*** Data for analysis Section Begins ***
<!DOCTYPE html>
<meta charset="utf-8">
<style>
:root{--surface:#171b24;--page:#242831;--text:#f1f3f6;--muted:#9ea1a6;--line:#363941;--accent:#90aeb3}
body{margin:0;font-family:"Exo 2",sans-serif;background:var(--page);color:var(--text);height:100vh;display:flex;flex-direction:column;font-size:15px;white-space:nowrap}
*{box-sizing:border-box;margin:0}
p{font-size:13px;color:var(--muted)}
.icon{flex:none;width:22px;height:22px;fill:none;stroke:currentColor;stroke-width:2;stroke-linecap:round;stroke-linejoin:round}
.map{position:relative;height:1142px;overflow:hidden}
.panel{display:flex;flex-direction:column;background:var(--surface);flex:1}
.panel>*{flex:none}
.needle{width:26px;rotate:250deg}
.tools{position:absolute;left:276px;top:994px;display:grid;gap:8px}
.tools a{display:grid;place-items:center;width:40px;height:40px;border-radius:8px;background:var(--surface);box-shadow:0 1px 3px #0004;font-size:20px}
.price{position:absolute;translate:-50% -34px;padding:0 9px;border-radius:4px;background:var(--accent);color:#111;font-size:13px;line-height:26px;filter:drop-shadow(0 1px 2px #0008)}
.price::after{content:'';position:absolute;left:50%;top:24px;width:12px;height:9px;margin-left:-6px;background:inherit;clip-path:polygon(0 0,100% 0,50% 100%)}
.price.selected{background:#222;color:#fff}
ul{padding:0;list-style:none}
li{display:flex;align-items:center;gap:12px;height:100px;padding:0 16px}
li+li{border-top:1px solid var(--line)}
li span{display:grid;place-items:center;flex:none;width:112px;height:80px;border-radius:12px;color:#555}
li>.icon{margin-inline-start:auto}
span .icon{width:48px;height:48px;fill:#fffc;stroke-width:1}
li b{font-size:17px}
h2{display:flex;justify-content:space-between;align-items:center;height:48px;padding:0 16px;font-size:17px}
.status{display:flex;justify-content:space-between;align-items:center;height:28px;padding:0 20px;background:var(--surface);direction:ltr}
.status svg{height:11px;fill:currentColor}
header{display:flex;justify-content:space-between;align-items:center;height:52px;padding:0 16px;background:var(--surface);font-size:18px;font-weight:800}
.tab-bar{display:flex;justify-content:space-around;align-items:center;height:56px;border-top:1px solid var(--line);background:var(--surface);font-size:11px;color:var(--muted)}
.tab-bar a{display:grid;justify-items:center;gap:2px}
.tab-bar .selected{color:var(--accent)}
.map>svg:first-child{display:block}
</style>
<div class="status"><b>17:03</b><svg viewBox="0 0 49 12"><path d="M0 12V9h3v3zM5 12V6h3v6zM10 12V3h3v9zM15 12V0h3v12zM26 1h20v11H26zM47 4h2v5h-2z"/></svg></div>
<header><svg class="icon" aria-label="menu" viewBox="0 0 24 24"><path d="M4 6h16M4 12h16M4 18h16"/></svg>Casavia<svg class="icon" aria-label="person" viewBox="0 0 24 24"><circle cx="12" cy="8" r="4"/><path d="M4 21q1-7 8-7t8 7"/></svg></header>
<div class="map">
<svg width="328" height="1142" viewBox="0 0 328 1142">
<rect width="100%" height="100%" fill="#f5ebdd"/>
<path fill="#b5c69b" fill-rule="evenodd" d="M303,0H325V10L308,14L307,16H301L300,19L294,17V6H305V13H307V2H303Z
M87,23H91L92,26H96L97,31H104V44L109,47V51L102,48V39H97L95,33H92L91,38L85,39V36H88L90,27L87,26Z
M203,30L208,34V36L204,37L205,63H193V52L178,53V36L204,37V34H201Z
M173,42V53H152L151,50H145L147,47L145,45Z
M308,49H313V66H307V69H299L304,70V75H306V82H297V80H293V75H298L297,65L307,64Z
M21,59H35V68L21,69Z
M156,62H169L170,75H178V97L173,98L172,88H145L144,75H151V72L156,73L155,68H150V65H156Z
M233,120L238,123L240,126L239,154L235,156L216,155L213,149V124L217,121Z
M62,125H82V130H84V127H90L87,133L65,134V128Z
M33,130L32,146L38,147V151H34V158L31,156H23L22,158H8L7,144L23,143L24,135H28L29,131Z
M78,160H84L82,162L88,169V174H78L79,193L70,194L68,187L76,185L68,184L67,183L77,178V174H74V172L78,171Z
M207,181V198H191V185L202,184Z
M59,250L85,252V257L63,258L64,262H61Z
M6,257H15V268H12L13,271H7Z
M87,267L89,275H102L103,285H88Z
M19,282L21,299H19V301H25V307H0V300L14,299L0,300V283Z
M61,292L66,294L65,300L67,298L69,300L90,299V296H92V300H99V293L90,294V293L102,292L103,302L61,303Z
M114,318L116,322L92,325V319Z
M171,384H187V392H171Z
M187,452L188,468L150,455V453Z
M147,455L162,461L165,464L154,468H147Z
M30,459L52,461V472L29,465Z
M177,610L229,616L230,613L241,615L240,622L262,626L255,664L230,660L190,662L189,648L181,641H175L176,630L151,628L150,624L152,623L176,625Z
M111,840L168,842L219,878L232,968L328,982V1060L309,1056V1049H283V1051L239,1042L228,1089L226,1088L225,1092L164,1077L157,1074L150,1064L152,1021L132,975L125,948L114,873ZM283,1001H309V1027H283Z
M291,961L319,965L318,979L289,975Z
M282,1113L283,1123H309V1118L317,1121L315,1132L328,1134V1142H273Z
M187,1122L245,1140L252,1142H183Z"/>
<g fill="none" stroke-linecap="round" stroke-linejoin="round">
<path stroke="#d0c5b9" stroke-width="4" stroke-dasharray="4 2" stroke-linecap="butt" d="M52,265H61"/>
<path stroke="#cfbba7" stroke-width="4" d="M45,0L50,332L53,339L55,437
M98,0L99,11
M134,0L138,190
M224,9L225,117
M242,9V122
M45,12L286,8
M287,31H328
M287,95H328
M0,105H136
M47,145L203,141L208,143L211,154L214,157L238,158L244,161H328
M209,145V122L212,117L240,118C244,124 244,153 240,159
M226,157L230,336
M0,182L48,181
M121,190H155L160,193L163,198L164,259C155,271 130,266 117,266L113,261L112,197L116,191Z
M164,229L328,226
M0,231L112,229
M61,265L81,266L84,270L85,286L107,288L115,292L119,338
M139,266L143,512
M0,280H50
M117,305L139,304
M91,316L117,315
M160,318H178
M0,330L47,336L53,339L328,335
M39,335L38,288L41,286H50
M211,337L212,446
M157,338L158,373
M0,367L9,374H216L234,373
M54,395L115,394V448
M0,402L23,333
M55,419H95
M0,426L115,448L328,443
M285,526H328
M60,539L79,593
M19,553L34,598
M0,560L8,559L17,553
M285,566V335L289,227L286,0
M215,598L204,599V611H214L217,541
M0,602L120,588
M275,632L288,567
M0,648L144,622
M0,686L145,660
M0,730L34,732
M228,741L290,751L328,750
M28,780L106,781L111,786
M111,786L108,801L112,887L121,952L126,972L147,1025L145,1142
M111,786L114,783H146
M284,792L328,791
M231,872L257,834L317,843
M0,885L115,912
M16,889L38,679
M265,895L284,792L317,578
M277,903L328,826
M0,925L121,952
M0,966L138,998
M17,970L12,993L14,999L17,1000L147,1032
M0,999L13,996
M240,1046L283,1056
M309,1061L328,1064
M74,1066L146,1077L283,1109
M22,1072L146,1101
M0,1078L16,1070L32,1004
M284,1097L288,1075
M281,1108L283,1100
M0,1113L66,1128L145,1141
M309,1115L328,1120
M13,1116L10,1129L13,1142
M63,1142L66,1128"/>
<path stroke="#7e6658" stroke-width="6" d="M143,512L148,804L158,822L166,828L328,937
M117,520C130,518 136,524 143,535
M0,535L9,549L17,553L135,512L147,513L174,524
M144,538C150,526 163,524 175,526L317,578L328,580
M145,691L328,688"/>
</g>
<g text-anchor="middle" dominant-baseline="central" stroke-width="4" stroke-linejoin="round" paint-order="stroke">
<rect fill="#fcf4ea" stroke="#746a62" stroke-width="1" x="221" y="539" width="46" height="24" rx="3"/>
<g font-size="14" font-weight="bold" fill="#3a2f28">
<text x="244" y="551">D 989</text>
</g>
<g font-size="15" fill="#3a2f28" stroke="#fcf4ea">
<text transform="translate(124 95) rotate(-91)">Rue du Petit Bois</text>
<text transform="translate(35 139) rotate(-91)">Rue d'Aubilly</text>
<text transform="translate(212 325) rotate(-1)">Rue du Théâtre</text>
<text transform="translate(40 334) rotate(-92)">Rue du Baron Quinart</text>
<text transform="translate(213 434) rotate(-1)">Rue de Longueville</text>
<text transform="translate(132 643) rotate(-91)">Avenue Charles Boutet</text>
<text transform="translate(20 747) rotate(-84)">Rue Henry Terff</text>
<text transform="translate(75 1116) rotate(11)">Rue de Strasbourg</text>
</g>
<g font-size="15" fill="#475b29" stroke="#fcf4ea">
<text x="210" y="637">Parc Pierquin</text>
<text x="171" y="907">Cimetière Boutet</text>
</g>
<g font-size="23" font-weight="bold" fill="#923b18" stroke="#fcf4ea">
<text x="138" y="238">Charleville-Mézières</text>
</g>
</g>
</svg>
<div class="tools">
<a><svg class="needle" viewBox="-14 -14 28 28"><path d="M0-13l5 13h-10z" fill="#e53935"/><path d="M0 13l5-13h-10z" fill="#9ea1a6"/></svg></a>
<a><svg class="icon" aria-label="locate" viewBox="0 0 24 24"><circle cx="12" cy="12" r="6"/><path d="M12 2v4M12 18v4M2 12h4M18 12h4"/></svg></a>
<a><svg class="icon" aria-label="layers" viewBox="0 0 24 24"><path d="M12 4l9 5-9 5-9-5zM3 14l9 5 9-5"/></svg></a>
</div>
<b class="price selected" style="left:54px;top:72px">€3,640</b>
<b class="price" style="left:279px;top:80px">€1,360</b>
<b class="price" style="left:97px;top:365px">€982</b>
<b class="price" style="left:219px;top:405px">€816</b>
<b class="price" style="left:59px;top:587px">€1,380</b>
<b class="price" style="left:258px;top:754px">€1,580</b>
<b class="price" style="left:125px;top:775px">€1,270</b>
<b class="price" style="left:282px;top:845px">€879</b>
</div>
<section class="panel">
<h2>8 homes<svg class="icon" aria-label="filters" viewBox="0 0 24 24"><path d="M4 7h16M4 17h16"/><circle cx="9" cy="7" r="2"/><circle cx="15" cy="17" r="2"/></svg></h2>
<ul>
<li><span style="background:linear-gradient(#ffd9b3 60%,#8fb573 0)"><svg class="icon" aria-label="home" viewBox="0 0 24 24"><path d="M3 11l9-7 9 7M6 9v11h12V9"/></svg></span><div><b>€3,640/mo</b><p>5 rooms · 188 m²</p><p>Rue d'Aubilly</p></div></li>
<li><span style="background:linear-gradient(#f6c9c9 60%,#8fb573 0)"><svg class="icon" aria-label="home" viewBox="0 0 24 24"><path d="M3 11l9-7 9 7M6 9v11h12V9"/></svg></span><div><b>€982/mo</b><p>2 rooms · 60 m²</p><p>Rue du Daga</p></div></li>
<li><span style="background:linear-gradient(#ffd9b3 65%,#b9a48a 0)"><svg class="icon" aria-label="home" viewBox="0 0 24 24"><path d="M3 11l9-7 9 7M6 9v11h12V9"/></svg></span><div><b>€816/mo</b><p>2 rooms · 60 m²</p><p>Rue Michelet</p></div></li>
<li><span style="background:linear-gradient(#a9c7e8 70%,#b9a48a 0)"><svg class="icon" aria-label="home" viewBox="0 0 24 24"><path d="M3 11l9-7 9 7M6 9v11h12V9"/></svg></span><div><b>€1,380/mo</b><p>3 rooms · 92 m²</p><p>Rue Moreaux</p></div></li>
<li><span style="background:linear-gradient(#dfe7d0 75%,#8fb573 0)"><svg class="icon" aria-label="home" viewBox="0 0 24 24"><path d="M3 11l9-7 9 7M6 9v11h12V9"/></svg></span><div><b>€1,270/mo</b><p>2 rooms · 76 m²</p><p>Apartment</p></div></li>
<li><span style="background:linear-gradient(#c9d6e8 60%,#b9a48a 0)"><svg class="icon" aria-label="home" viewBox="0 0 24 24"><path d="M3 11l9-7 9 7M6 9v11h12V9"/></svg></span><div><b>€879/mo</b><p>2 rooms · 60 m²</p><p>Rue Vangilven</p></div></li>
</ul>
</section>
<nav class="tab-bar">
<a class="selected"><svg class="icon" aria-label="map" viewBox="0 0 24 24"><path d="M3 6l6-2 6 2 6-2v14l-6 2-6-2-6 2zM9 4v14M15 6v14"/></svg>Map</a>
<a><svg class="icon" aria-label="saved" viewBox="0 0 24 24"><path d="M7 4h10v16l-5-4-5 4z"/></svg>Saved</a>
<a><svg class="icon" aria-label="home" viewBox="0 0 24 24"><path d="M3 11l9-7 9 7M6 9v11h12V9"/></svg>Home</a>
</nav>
*** Data for analysis Section Ends ***
Required action
Go through the listing above and copy each line where the string "column" appears.

Final answer
body{margin:0;font-family:"Exo 2",sans-serif;background:var(--page);color:var(--text);height:100vh;display:flex;flex-direction:column;font-size:15px;white-space:nowrap}
.panel{display:flex;flex-direction:column;background:var(--surface);flex:1}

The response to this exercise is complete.